The figure startled violently and took a half-step to the side, turning to face the speaker. A short, involuntary movement.

He left behind what could have been mistaken for afterimages at a first glance – if afterimages were as solid and clear-cut as their originator. For just a few seconds he looked like a nauseating cadaver of flesh, limbs and organs superimposed over each other. Like several dozen still shots – all fully self-aware and cognizant of each other.

Then reality seemed to catch up to them. Skin stretched out to accommodate a larger mass, becoming gossamer and translucent; every muscle pulled, strained and tore in a never-ceasing agony; bones grew fragile and pencil-thin, splintering at the slightest of motions.

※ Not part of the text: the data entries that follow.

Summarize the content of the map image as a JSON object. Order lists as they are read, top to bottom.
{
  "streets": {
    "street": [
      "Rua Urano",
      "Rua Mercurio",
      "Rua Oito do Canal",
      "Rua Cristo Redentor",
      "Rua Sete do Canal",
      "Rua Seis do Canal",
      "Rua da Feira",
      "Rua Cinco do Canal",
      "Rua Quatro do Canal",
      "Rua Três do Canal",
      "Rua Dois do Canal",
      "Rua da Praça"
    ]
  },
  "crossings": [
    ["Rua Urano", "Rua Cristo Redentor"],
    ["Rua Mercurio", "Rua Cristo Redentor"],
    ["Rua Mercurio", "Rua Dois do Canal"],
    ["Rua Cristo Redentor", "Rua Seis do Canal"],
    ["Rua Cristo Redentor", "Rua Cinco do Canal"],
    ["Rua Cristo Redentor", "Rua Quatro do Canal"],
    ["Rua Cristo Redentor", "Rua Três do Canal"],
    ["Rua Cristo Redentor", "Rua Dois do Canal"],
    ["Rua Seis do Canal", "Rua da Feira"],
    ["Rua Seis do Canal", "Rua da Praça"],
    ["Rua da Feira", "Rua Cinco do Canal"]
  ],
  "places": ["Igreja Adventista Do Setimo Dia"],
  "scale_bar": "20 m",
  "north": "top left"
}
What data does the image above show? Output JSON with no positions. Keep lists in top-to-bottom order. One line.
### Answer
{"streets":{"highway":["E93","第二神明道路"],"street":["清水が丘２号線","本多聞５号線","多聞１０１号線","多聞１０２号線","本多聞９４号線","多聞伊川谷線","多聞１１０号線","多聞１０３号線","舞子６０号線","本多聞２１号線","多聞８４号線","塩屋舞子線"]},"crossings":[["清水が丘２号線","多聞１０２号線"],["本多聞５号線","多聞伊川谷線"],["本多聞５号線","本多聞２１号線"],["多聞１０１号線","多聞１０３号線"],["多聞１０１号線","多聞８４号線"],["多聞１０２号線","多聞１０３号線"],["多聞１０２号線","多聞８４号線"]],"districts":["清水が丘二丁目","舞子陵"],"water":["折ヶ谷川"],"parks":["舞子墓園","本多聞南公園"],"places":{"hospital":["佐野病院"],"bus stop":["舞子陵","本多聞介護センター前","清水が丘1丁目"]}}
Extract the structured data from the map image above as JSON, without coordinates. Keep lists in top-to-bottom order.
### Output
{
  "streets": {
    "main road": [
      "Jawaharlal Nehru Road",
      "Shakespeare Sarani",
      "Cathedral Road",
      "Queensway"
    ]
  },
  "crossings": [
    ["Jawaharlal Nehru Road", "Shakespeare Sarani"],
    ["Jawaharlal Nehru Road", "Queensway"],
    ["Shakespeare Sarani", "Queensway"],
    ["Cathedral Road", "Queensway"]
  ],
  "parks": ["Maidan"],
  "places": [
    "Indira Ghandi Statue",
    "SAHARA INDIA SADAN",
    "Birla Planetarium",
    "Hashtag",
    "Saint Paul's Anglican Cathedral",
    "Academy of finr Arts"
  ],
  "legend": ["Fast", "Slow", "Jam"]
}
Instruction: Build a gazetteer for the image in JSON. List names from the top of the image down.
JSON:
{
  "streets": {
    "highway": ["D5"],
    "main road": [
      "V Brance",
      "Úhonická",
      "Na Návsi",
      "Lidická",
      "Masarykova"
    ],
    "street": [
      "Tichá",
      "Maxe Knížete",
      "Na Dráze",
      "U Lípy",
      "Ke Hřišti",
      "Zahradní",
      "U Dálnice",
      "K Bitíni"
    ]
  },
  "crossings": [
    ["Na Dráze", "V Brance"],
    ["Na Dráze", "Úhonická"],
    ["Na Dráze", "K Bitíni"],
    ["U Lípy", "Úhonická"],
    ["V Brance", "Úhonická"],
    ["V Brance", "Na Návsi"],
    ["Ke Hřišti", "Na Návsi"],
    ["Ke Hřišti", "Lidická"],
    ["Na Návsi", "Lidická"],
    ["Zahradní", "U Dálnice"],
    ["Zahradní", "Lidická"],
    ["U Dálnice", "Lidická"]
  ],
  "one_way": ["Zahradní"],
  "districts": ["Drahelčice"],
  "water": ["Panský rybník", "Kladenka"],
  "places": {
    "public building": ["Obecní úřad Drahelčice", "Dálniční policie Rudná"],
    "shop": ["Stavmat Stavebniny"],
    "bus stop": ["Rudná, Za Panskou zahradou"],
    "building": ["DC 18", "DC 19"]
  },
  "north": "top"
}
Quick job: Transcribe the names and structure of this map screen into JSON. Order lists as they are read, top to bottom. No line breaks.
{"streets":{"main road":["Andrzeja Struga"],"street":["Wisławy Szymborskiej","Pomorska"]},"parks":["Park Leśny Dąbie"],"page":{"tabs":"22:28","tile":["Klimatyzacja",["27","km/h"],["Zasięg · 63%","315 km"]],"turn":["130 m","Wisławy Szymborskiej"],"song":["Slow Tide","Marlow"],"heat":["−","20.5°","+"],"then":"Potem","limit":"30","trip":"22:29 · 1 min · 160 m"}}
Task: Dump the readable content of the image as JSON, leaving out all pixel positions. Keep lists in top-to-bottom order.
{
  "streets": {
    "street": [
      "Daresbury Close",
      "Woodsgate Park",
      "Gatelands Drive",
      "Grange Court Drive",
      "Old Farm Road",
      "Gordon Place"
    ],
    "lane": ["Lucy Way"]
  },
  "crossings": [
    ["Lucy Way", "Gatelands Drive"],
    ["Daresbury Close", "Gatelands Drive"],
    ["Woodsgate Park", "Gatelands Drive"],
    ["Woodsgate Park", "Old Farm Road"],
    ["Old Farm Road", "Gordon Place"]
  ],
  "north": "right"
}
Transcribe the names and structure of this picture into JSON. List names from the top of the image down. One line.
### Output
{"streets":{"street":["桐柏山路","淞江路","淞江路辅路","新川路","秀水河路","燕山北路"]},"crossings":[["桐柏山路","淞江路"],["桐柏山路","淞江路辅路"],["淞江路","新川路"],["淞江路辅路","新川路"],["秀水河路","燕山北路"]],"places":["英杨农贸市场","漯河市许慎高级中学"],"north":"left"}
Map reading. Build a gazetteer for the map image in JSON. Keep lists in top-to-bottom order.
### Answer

“...i-i-illl me-e-e-e...” the cadaver croaked, lurching toward them in an ungainly manner, a dozen involuntary motions for each intended one. Skin split, releasing countless rivulets of blood, and the attempt at speech left it hacking out pieces of lungs, but the figure still tried to wobble in their direction.

The speaker staggered back from the cadaver, pale and mute. Somebody threw up.

Then worse.

Somebody recognized him.

“Kirill?” the blond man breathed out in horror.

“Ki-i-i-llll me-e-e...” the figure choked in their faces.

A moment later it flickered, space and time reset, returning Kirill to a just figure in the middle of the road. His mind remained unaffected though – and he leaped toward them again, shattering into a hundred still shots. It was not enough to reach them, however, and so the man tried again.

And again.

And again.

“Ki-i-illll me-e-e-e...”

Leo took in a shuddering breath, turning around.

“You asked what happens when you cross the border,” he said with a forced calm. “This happens. This is what awaits those brave enough – or foolish enough – to stroll into the unknown. Still feel like bumbling around? Be my guest.”

He walked past the survivors.

“I'm done, though. I'm going straight to the shelter. No breaks, no detours. If any of you feel like coming with me, now's the time to do so.”

He walked away from the anomalous border, from a friend he couldn't help and from survivors of the metro shelter, and he did not look back to see if any followed.

***

The nearest shelter was set up in a church. Because people always wanted somebody to deliver them from harm, because a church was a natural community center and because churches were one thing that Moscow had in abundance, Patriarchate marking its territory.

The black-clad priest met them at the gate and, taking a single look at their slumped figures and downcast faces, let them pass without a word.

Truthfully, Leo did not remember much about the rest of the night. There were questions, there were introductions, and several members of the congregation, ones with homes nearby, volunteered to bring in extra duvets and bedcovers. Leo, though?

It was a really, really long day.

The moment he found a spare pillow, Leo and his consciousness promptly parted ways.